§ **WHAT TO WORK ON**:
Only some lines are wanted. Transcribe, exactly, the lines below from the line with "M1057,241L1064,251L1052,266L1046,256Z" up to and including the line with "M1011,448L1018,457L1007,500L1001,491Z".

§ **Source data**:
────────────────

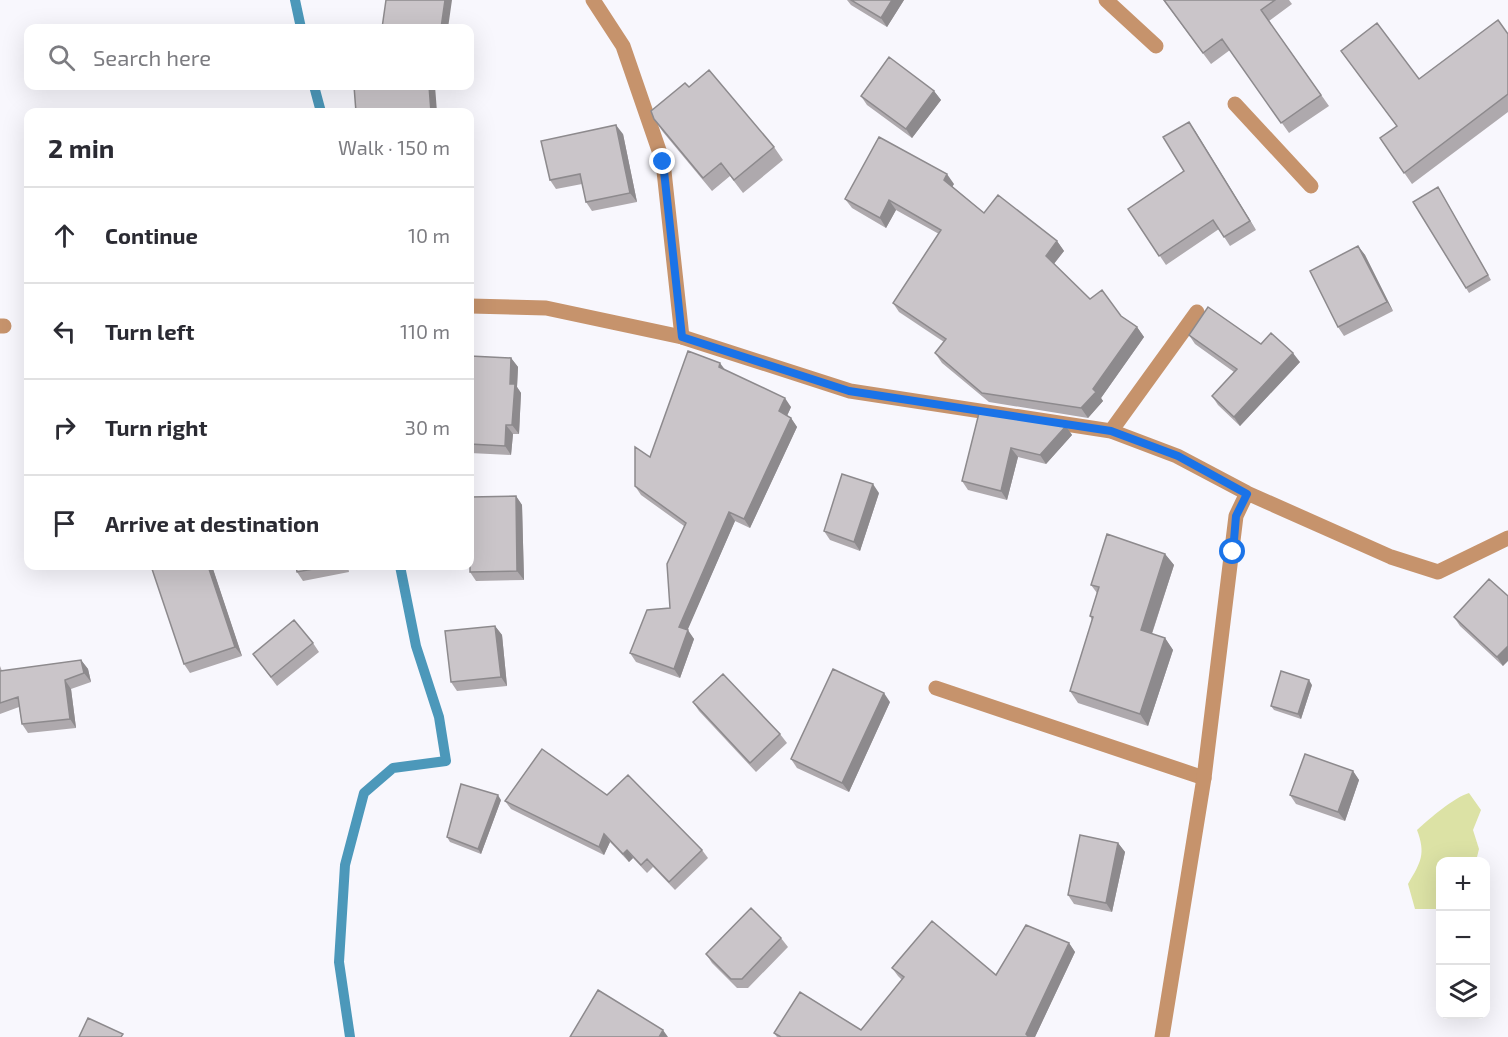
<!DOCTYPE html>
<html lang="en">
<head>
<meta charset="utf-8">
<style>
	:root { --surface:#fff; --page:#f7f7f7; --text:#2b2b33; --muted:#7c7c81; --line:#e1e1e2 }
	body { margin:0; font-family:"Exo 2",sans-serif; background:var(--page); color:var(--text) }
	.controls { position:absolute; right:18px; bottom:18px; display:grid; overflow:hidden; border-radius:12px; box-shadow:0 6px 24px #0002 }
	.controls button { width:54px; height:54px; display:grid; place-items:center; padding:0; border:0; border-bottom:2px solid var(--line); background:var(--surface); color:var(--text); font:30px sans-serif }
	.stop { position:absolute; width:18px; height:18px; margin:-14px; border:4px solid #1a73e8; border-radius:50%; background:#fff }
	.stop.end { background:#1a73e8; border-color:#fff; box-shadow:0 2px 6px #0008 }
	.list { margin:0; padding:0; list-style:none }
	h2 { display:flex; justify-content:space-between; align-items:center; height:78px; margin:0; padding:0 24px; font-size:26px }
	h2 small { font-size:20px; font-weight:400; color:var(--muted) }
	.list li { display:grid; grid-template-columns:39px 1fr auto; gap:18px; align-items:center; box-sizing:border-box; height:96px; padding:0 24px; border-top:2px solid var(--line) }
	.list b { display:block; font-size:22px; white-space:nowrap }
	.list em { font-size:20px; font-style:normal; color:var(--muted) }
	.icon { flex:none; width:33px; height:33px; fill:none; stroke:currentColor; stroke-width:2; stroke-linecap:round; stroke-linejoin:round }
	.map { position:relative; flex:none; width:1508px; height:1037px; overflow:hidden }
	.search { position:absolute; background:var(--surface); box-shadow:0 6px 24px #0002; left:24px; top:24px; width:450px; height:66px; display:flex; align-items:center; gap:15px; box-sizing:border-box; padding:0 21px; border-radius:12px; color:var(--muted); font-size:22px }
	.panel { position:absolute; background:var(--surface); box-shadow:0 6px 24px #0002; left:24px; top:108px; width:450px; height:462px; border-radius:12px }
	.map>svg:first-child { display:block }
	.green { fill:#dce2a5 }
	.lines { fill:none; stroke-linecap:round; stroke-linejoin:round }
	.stream { stroke:#4c98ba; stroke-width:10 }
	.lane { stroke:#c6936c; stroke-width:15 }
	.street { stroke:#c6936c; stroke-width:15 }
	.wall { fill:#aea9ad }
	.shaded-wall { fill:#8d8a8d }
	.building { fill:#cac5c9; stroke:#8d8a8d; stroke-width:1.5 }
	.route { stroke:#1a73e8; stroke-width:8 }
</style>
</head>
<body>
<div class="map">
<svg width="1508" height="1037" viewBox="0 0 1508 1037">
	<rect width="100%" height="100%" fill="#f8f7fd"/>
	<path class="green" d="M1469,793L1481,810L1473,830L1479,849L1476,861L1440,862V909H1415L1408,884C1421,862 1426,854 1417,830C1430,818 1455,797 1469,793Z"/>
	<g class="lines">
		<path class="stream" d="M295,0L301,28
			M314,86L321,112
			M350,1037L339,962L345,865L364,793L393,768L446,761L439,717L416,646L400,566"/>
		<path class="lane" d="M593,0L623,46L663,162L682,337
			M1106,0L1156,46
			M1235,104L1311,186
			M1111,431L1197,312
			M936,688L1204,778"/>
		<path class="street" d="M470,306L546,308L682,337L850,391L1111,431L1177,456L1247,493L1391,557L1438,572L1508,538
			M0,326H4
			M1162,1037L1204,778L1236,516L1247,493"/>
	</g>
	<path class="wall" d="M847,0H904L887,27L851,5Z
		M1163,0H1289L1292,4L1269,21L1329,106L1289,133L1230,50L1211,64Z
		M1508,34V112L1412,184L1380,138L1397,126L1341,51L1419,79Z
		M689,87L774,147L783,160L743,193L730,176L712,191L663,132L654,119Z
		M934,91L941,100L912,138L867,105L861,96Z
		M1195,131L1256,230L1230,246L1219,229L1166,265L1128,209L1184,171Z
		M623,134L637,202L592,211L586,202L582,184L556,189L550,180Z
		M954,184L952,186L984,213L1057,241L1064,251L1054,264L1090,299L1121,316L1137,327L1144,337L1101,398L1103,401L1088,418L989,402L942,363L935,353L944,342L899,312L893,303L939,234L896,210L886,228L852,208L845,199Z
		M1441,192L1491,280L1469,293L1466,288Z
		M1358,246L1365,255L1393,311L1344,336L1338,327Z
		M1189,335L1261,344L1300,362L1240,426L1218,405L1212,396L1234,372L1195,344Z
		M470,356L511,358L518,367L517,387L521,393L519,434H513L511,455L470,453Z
		M726,371L791,407L787,416L791,418L797,427L750,528L735,521L687,630L694,639L680,678L636,662L630,653L670,608L684,526L641,495L635,486L650,457Z
		M979,413L1066,426L1072,435L1046,464L1018,457L1007,500L968,490L962,481Z
		M879,493L860,551L830,540L824,531Z
		M516,496L522,505L524,580L476,581L470,572Z
		M1165,554L1174,565L1152,634L1165,638L1173,650L1148,726L1078,703L1070,691L1092,620L1090,616L1097,593L1091,585Z
		M212,566L242,656L190,673L184,664Z
		M296,566H348L349,572L303,581L297,572Z
		M1508,596L1503,666L1460,626L1454,617Z
		M495,626L502,635L507,686L457,691L451,682Z
		M313,643L319,652L277,686L253,654Z
		M81,660L88,669L91,682L71,689L76,728L28,733L22,724L19,707L0,714V666L2,671Z
		M1312,685L1301,719L1274,710L1271,706Z
		M693,702L780,734L787,743L756,772L699,711Z
		M890,702L849,792L797,768L791,759Z
		M1353,771L1359,780L1345,821L1296,804L1290,795Z
		M607,795L702,850L708,858L675,890L653,867L647,873L633,858L629,862L610,842L604,855L511,809L505,801Z
		M501,800L481,854L450,842L447,837Z
		M1118,843L1125,852L1112,912L1074,904L1068,895Z
		M781,938L788,947L748,988H737L712,963L706,954Z
		M1069,943L1075,952L1035,1037H777L774,1033L861,1030L902,980L898,976L892,968L996,975Z"/>
	<path class="shaded-wall" d="M445,0H452L448,28H441Z
		M892,0H904L887,27L881,18Z
		M429,86H435L437,112H431Z
		M934,91L941,100L912,138L906,129Z
		M1189,122L1195,131L1256,230L1250,221Z
		M616,125L623,134L637,202L630,193Z
		M947,174L954,184L951,189L944,180Z
		M889,200L896,210L886,228L880,218Z
		M1057,241L1064,251L1052,266L1046,256Z
		M1358,246L1365,255L1393,311L1387,302Z
		M1137,327L1144,337L1101,398L1103,401L1088,418L1081,408L1093,389Z
		M1293,353L1300,362L1240,426L1234,417Z
		M511,358L518,367L517,387L521,393L519,434L512,425L510,384Z
		M720,363L726,371L719,367Z
		M785,398L791,407L785,420L779,411Z
		M791,418L797,427L750,528L744,519Z
		M506,425L513,434L511,455L505,446Z
		M1066,426L1072,435L1046,464L1040,455Z
		M1011,448L1018,457L1007,500L1001,491Z
		M873,484L879,493L860,551L854,542Z
		M516,496L522,505L524,580L517,571Z
		M729,512L735,521L685,636L679,627Z
		M1165,554L1174,565L1149,642L1141,630Z
		M208,566H212L242,656L235,647Z
		M495,626L502,635L507,686L501,677Z
		M688,630L694,639L680,678L674,669Z
		M1165,638L1173,650L1148,726L1140,714Z
		M1508,646V661L1503,666L1497,657Z
		M81,660L88,669L91,682L84,673Z
		M65,680L71,689L76,728L70,719Z
		M1309,680L1312,685L1301,719L1298,714Z
		M884,693L890,702L849,792L842,783Z
		M1353,771L1359,780L1345,821L1338,812Z
		M498,795L501,800L481,854L478,849Z
		M604,834L610,842L604,855L599,847Z
		M1118,843L1125,852L1112,912L1106,903Z
		M627,850L633,858L629,862L623,854Z
		M1069,943L1075,952L1035,1037H1028L1026,1034Z
		M663,1030L668,1037H659Z"/>
	<path class="building" d="M386,0H445L441,28H382Z
		M851,0H892L881,18Z
		M1164,0H1275L1261,10L1321,95L1281,123L1222,39L1203,53Z
		M1498,20L1508,34V94L1404,173L1380,138L1397,126L1341,51L1377,23L1419,79Z
		M889,57L934,91L906,129L861,96Z
		M709,70L774,147L734,180L721,163L703,178L654,119L651,111L685,83L689,87Z
		M354,86H429L431,112H356Z
		M1189,122L1250,221L1224,237L1213,220L1159,256L1128,209L1184,171L1163,137Z
		M616,125L630,193L586,202L580,174L550,180L541,141Z
		M879,137L947,174L944,180L984,213L998,195L1057,241L1046,256L1090,299L1102,290L1121,316L1137,327L1093,389L1096,392L1081,408L982,393L935,353L946,339L893,303L941,230L889,200L880,218L845,199Z
		M1438,187L1488,275L1466,288L1413,202Z
		M1358,246L1387,302L1338,327L1310,271Z
		M1208,307L1261,344L1271,333L1293,353L1234,417L1212,396L1237,369L1189,335Z
		M688,351L720,363L719,367L785,398L779,411L791,418L744,519L729,512L679,627L688,630L674,669L630,653L647,610L670,608L667,564L686,523L635,486V447L650,457Z
		M470,356L511,358L510,384H515L512,425H506L505,446L470,444Z
		M979,413L1066,426L1040,455L1011,448L1001,491L962,481Z
		M842,474L873,484L854,542L824,531Z
		M516,496L517,571L470,572V497Z
		M1107,534L1165,554L1141,630L1165,638L1140,714L1070,691L1093,617L1090,616L1099,587L1091,585Z
		M151,566H208L235,647L184,664Z
		M296,566H330L297,572Z
		M1489,579L1508,596V646L1497,657L1454,617Z
		M294,620L313,643L271,677L253,654Z
		M495,626L501,677L451,682L445,631Z
		M81,660L84,673L65,680L70,719L22,724L18,697L0,703V671Z
		M833,669L884,693L842,783L791,759Z
		M1281,671L1309,680L1298,714L1271,706Z
		M723,674L780,734L750,763L693,702Z
		M542,749L607,795L628,775L702,850L669,882L647,859L641,865L627,850L623,854L604,834L599,847L505,801Z
		M1305,754L1353,771L1338,812L1290,795Z
		M461,784L498,795L478,849L447,837Z
		M1080,835L1118,843L1106,903L1068,895Z
		M751,908L781,938L742,979H731L706,954Z
		M932,921L996,975L1026,925L1069,943L1026,1034L1029,1037H781L774,1033L800,992L861,1030L904,977L892,968Z
		M598,990L663,1030L659,1037H570Z
		M88,1018L123,1034L121,1037H79Z"/>
	<g class="lines">
		<path class="route" d="M663,162L682,337L849,391L1111,431L1178,456L1247,494L1236,516L1233,552"/>
	</g>
</svg>
<div class="controls">
<button>+</button>
<button>−</button>
<button><svg class="icon" aria-label="layers" viewBox="0 0 24 24"><path d="M12 4l9 5-9 5-9-5zM3 14l9 5 9-5"/></svg></button>
</div>
<div class="stop" style="left:1233px;top:552px"></div>
<div class="stop end" style="left:663px;top:162px"></div>
<div class="search"><svg class="icon" aria-label="search" viewBox="0 0 24 24"><circle cx="10" cy="10" r="6"/><path d="M15 15l6 6"/></svg>Search here</div>
<section class="panel">
<h2>2 min<small>Walk · 150 m</small></h2>
<ul class="list">
<li><svg class="icon" aria-label="ahead" viewBox="0 0 24 24"><path d="M12 20V5M6 11l6-6 6 6"/></svg><div><b>Continue</b></div><em>10 m</em></li>
<li><svg class="icon" aria-label="left" viewBox="0 0 24 24"><path d="M17 20v-9H6M10 6l-5 5 5 5"/></svg><div><b>Turn left</b></div><em>110 m</em></li>
<li><svg class="icon" aria-label="right" viewBox="0 0 24 24"><path d="M7 20v-9h11M14 6l5 5-5 5"/></svg><div><b>Turn right</b></div><em>30 m</em></li>
<li><svg class="icon" aria-label="arrive" viewBox="0 0 24 24"><path d="M6 21V4h12l-3 4 3 4H6"/></svg><div><b>Arrive at destination</b></div></li>
</ul>
</section>
</div>
</body>
</html>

────────────────

§ **TASK OUTPUT**:
		M1057,241L1064,251L1052,266L1046,256Z
		M1358,246L1365,255L1393,311L1387,302Z
		M1137,327L1144,337L1101,398L1103,401L1088,418L1081,408L1093,389Z
		M1293,353L1300,362L1240,426L1234,417Z
		M511,358L518,367L517,387L521,393L519,434L512,425L510,384Z
		M720,363L726,371L719,367Z
		M785,398L791,407L785,420L779,411Z
		M791,418L797,427L750,528L744,519Z
		M506,425L513,434L511,455L505,446Z
		M1066,426L1072,435L1046,464L1040,455Z
		M1011,448L1018,457L1007,500L1001,491Z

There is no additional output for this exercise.